CASE STUDY: DDOS HARDENING

Restoring Stability: A Datacenter’s DDoS Defense Makeover

One of the largest data centers in South America – providing webhosting, servers, server bays, and networking infrastructure – was severely compromised by a major DDoS incident. The attack repeatedly took the data center completely offline several times over the course of a few days. All the business’s customers were affected by hours of downtime, which was a clear reputational hit.

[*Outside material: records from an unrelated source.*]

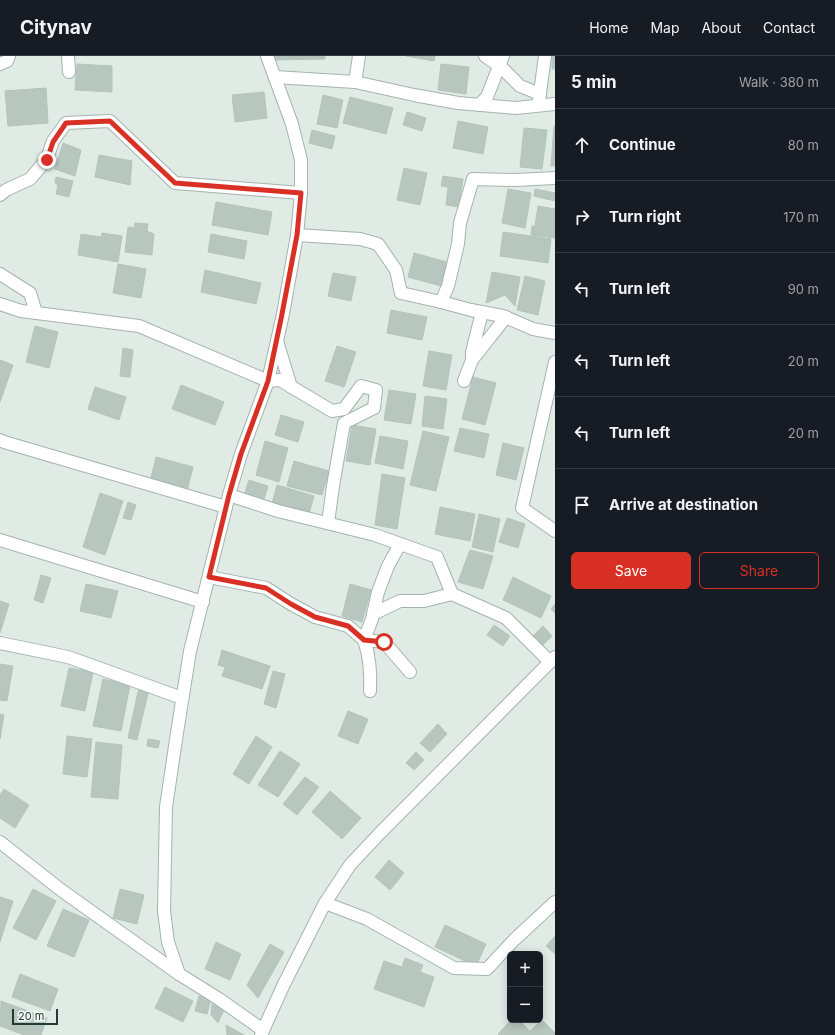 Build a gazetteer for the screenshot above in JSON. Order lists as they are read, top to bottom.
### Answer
{
  "scale_bar": "20 m",
  "page": {
    "header": "Citynav",
    "nav": [
      "Home",
      "Map",
      "About",
      "Contact"
    ],
    "heading": ["5 min", "Walk · 380 m"],
    "list": [
      ["Continue", "80 m"],
      ["Turn right", "170 m"],
      ["Turn left", "90 m"],
      ["Turn left", "20 m"],
      ["Turn left", "20 m"],
      "Arrive at destination"
    ],
    "buttons": ["Save", "Share"],
    "map_buttons": ["+", "−"],
    "scale": "20 m"
  }
} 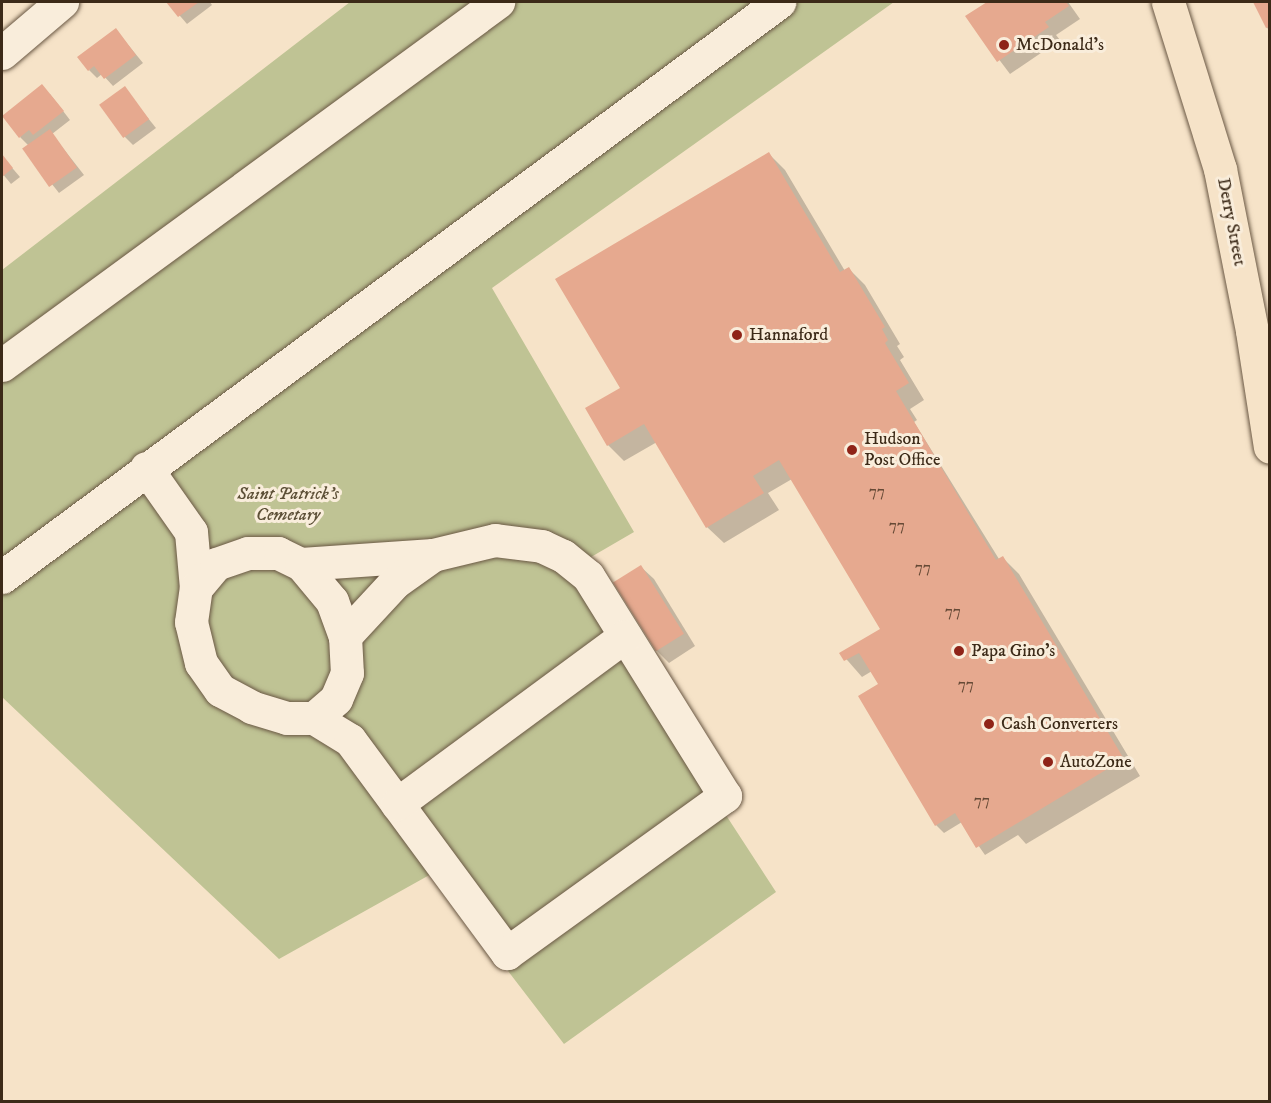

The attackers managed to overcome the company’s cloud-based cybersecurity solutions, provided by two separate vendors, as well as their on-premises network and server protection technology. The BGP-based threat (L3 or L4) mitigation solutions were just insufficient, with one of them failing to accurately identify the attack and the second relying on a scrubbing center located far outside the region where the company is located. The distance resulted in latency issues that made it hard to implement effective mitigation, but contracting additional local vendors was not a cost-effective option either. 

The Solution

The company called Red Button to help them assess and fix the security gaps. We began by reviewing their architecture, determining that their protection level was below that required for their industry. So, we configured the data center’s cloud-based protection services and upgraded the on-prem protection technology accordingly. We also took a look at the DNS, though it was not targeted in the large-scale attack, and improved its resilience with targeted technology changes. For the company’s security teams, we drafted a DDoS playbook with written procedures for handling such attacks and planned DDoS war games for training.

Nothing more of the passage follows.